OT16600 - PRT: allowable losses - repayment interest
Where losses give rise to a repayment of PRT, there are provisions in OTA75\Sch2\Para16 (subject to OTA75\Sch2\Para17) for the repayment to carry interest. The basic rule is that where a repayment is due, interest is payable from the later of
- two months after the end of the chargeable period to which the assessment relates or
- the date on which the tax was paid.
Interest is payable at the rate specified by Treasury order under FA89\S178.
For further detail on the interest provisions in general, see OT04270.
‘The Interest Cap’, OTA75\Sch2\Para17
OTA75\Sch2\Para17 was introduced by FA90\S121 and sets a limit on the amount of interest on certain PRT repayments. Without it there was the possibility that unlimited carry back of losses would generate repayments that exceeded the expenditure incurred (after taking the consequential CT effects into account).
The cap works as follows. Where any repayment (or part of any repayment) arises as a result of the carry back of a loss from a chargeable period ending after 30 June 1991, the interest arising is limited to the difference between
- 60% (or where applicable 85%) of the allowable loss carried back, OTA75\Sch2\Para17(4)(a)
- and the amount of the repayment attributable to that loss, OTA75\Sch2\Para17(4)(b).
The 60% rate applies to repayments in respect of chargeable periods ending after 30 June 1993. For the 30 June 1993 period and earlier ones, the rate is 85%: this continues to apply to repayments that are carried back to those periods. The cut in the rate mirrored the reduction in the PRT rate from 75% to 50% in FA93\S186(1).
Meaning of Allowable Loss
In Elf Enterprise Caledonia Ltd and others v CIR ([1994] BTC 8046) one of the appellants’ arguments was that the allowable loss referred to at OTA75\Sch 2\Para17(4)(a) is the total loss made in the later period and not just the amount carried back to the earlier period. If a £20m loss arose in 2H91 and was carried back to 1H84 and 2H84 (say £10m each), the value to be used in the cap calculation would be 85% of £20m in each period, not 85% of £10m.

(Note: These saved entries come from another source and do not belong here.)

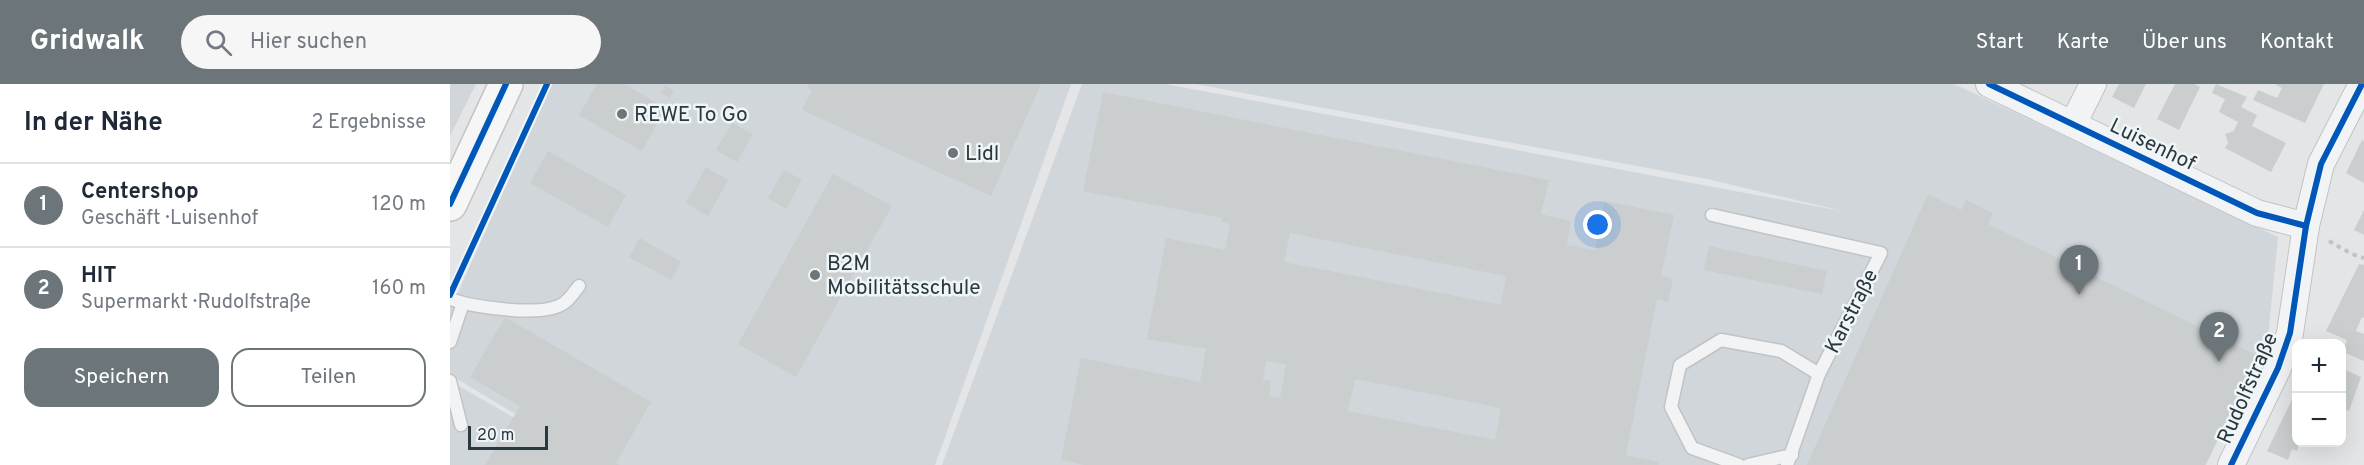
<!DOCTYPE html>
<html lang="de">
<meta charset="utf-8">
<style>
:root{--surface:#fff;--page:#f6f6f7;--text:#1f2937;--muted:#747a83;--line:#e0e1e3;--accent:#6b757a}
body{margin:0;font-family:Overpass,sans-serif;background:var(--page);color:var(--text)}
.controls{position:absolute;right:18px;bottom:18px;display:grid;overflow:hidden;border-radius:12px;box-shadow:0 6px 24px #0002}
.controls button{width:54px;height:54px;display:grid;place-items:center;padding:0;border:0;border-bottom:2px solid var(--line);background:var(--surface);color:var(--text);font:30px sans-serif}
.scale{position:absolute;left:18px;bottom:15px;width:80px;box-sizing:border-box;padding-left:6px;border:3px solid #2a3840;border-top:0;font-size:16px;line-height:21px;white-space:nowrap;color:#2a3840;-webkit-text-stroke:4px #f0f5f7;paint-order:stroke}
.you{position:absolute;left:1148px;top:141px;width:21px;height:21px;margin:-15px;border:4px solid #fff;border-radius:50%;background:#1a73e8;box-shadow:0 0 0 9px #1a73e833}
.badge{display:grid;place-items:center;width:39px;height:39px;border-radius:50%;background:var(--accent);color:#fff;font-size:20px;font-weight:700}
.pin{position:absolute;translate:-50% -50px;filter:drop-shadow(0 2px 3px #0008)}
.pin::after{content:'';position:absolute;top:32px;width:21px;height:18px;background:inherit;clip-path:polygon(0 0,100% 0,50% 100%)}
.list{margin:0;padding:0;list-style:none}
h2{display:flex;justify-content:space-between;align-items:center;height:78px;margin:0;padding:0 24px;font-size:26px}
h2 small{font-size:20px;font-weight:400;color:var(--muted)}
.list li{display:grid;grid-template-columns:39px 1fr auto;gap:18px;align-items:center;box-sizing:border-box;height:84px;padding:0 24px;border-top:2px solid var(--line)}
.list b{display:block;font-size:22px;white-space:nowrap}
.list p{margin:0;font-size:20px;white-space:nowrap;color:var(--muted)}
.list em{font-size:20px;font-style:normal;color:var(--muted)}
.actions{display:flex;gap:12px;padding:18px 24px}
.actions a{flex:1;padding:14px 0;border:2px solid var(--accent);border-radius:18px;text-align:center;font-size:21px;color:var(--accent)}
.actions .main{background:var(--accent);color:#fff}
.icon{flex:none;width:33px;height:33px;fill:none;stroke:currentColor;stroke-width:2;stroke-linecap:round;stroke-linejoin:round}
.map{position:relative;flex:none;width:1914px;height:381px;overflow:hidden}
header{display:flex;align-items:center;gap:36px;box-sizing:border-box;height:84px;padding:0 30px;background:var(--accent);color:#fff}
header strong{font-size:28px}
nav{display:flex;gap:33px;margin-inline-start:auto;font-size:21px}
.search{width:420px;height:54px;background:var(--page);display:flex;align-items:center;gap:15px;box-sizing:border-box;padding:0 21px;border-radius:33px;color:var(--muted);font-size:22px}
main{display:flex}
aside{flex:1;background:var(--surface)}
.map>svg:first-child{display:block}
.built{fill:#d1d6da}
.building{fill:#cbcecf;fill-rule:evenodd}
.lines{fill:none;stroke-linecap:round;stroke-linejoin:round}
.service-casing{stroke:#c1c3c5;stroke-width:15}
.minor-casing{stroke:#c1c3c5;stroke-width:28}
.secondary-casing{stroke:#c1c3c5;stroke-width:36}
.path{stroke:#c1c4c6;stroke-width:4;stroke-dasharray:4.5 4.5;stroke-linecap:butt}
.service{stroke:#f1f3f4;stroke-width:12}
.minor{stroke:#f1f3f4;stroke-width:26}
.secondary{stroke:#f6f6f6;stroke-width:33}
.cycleway-casing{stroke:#f0f5f7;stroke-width:10}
.cycleway{stroke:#0057b8;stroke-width:6}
.poi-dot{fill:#6b757a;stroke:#f0f5f7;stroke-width:2}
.labels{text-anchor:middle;stroke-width:5;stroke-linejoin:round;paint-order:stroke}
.poi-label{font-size:21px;fill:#2a3840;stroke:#f0f5f7;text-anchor:start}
.street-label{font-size:21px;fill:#2a3840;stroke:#f0f5f7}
</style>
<header>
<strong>Gridwalk</strong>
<div class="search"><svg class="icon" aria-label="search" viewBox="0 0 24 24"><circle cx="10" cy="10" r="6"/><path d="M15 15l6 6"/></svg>Hier suchen</div>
<nav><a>Start</a><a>Karte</a><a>Über uns</a><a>Kontakt</a></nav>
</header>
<main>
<aside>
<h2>In der Nähe<small>2 Ergebnisse</small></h2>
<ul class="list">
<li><span class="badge">1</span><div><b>Centershop</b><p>Geschäft · Luisenhof</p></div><em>120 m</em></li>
<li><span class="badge">2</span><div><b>HIT</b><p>Supermarkt · Rudolfstraße</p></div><em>160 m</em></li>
</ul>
<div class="actions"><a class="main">Speichern</a><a>Teilen</a></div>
</aside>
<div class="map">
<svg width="1914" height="381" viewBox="0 0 1914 381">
<rect width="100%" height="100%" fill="#e3e5e7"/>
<!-- built -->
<g class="built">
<polygon points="0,0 26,0 0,52"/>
<polygon points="102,0 621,0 485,381 151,381 0,291 0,226"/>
<polygon points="632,0 715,0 1397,128 1257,95 745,0 1504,0 1828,153 1818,253 1756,381 492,381"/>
<polygon points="0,297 147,381 0,381"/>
</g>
<!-- building -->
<g class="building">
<polygon points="147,0 174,0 216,24 192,67 129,31"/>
<polygon points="359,0 591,0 541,112 352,26 362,6 357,3"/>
<polygon points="1669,0 1696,0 1684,24 1662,13"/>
<polygon points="1725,0 1744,0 1750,3 1729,46 1707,35"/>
<polygon points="1766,0 1797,13 1791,23 1807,31 1802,42 1836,59 1821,88 1775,64 1778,59 1775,50 1784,47 1788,38 1769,28 1775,15 1762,9"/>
<polygon points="1825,0 1874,0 1855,39 1803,16 1808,6 1827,14 1832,4"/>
<polygon points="215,2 224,6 220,14 211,9"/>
<path d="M653,8l446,88 -8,34 30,7 -4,24 28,5 9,-49 70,14 -13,61 12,3 -5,23 -11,-3 -31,156 33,7 -1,3h-574l-23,-5 20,-102 119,24 6,-33 -59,-10 19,-101 59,12 5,-26 -9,-2 1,-4 -139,-27zM840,149l216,43 -5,29 -217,-43zM816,277l20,4 -6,33 -11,-2 2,-15 -8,-1zM905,295l146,29 -6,32 -147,-29z"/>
<polygon points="282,39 303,50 287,78 266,66"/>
<polygon points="1912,56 1914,57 1914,99 1896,89"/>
<polygon points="98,67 176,111 158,143 80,99"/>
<polygon points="256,83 278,96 258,132 236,119"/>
<polygon points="334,86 352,96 336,125 318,114"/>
<polygon points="383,90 442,122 346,293 288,260"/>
<polygon points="1478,110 1511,126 1516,116 1543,129 1538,140 1808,272 1755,381 1357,381"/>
<polygon points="1914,126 1914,151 1904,146"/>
<polygon points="190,154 231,178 221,196 179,173"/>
<polygon points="1259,162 1377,187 1372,210 1254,186"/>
<polygon points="1909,180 1914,181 1914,234 1912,233 1906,247 1914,250 1914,277 1893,268 1897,256 1876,247"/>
<polygon points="55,233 201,318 166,379 170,381 35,381 70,322 20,293"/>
<polygon points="1893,285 1911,293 1899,327 1896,326 1892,338"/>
<polygon points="1846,307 1846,358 1850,358 1847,367 1842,365 1838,376 1817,367"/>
</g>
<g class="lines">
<!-- service casing -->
<g class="service-casing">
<g id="service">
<polyline points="1262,131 1431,169 1369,290 1337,381"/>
<path d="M0,215c23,8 94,19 114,4 6,-4 11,-12 15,-17"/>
<polyline points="0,258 13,219"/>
<polyline points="0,297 11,341"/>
<polyline points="1289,381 1242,364 1221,323 1230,281 1271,256 1331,267 1369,290"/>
<polyline points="1298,381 1342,371"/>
</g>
</g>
<!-- minor casing -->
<g class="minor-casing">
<g id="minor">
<polyline points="1539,0 1807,129 1856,142"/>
<polyline points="1623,40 1643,0"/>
<polyline points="1781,381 1828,284 1840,249 1856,142 1871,80 1912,0"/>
</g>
</g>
<!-- secondary casing -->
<g class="secondary-casing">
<polyline id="secondary" points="0,120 56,0"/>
</g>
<!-- path -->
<polyline class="path" points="1879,157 1902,170 1914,174"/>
<!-- service -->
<use href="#service" class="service"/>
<!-- minor -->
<use href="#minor" class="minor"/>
<!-- secondary -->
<use href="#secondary" class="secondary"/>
<!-- cycleway casing -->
<g class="cycleway-casing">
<g id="cycleway">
<polyline points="1539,0 1807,129 1856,142"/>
<polyline points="0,120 56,0"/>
<polyline points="0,211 97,0"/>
<polyline points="1781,381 1828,284 1840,249 1856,142 1871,80 1912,0"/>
</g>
</g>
<!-- cycleway -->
<use href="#cycleway" class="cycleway"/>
</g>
<!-- markers -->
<g class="poi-dot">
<circle cx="172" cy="30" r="6"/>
<circle cx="503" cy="69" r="6"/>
<circle cx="365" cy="191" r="6"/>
</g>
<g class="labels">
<!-- poi labels -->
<g class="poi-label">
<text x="184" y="37">REWE To Go</text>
<text x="515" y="76">Lidl</text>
<text x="377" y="186">B2M<tspan x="377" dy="24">Mobilitätsschule</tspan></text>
</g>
<!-- street labels -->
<g class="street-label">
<text transform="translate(1703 60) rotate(26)" y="7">Luisenhof</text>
<text transform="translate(1401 227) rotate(-63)" y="7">Karstraße</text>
<text transform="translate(1797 304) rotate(-66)" y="7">Rudolfstraße</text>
</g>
</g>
</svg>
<div class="controls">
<button>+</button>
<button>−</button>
</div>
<div class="scale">20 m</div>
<div class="you"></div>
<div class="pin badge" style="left:1629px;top:211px">1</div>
<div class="pin badge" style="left:1769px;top:278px">2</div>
</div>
</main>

However, the High Court found in favour of the Revenue. So where a loss in a later period is relieved against the profits of two earlier periods, the cap is applied in relation to each period on the basis that the ‘allowable loss’ in OTA75\Sch2\Para17(4)(a) is only that part of the loss treated as reducing the assessable profits of the particular earlier period.
Order of Set off
If there is a loss arising in more than one chargeable period, each of which is carried back, the loss arising in the earlier chargeable period should be relieved first on a ‘first in, first out’ basis.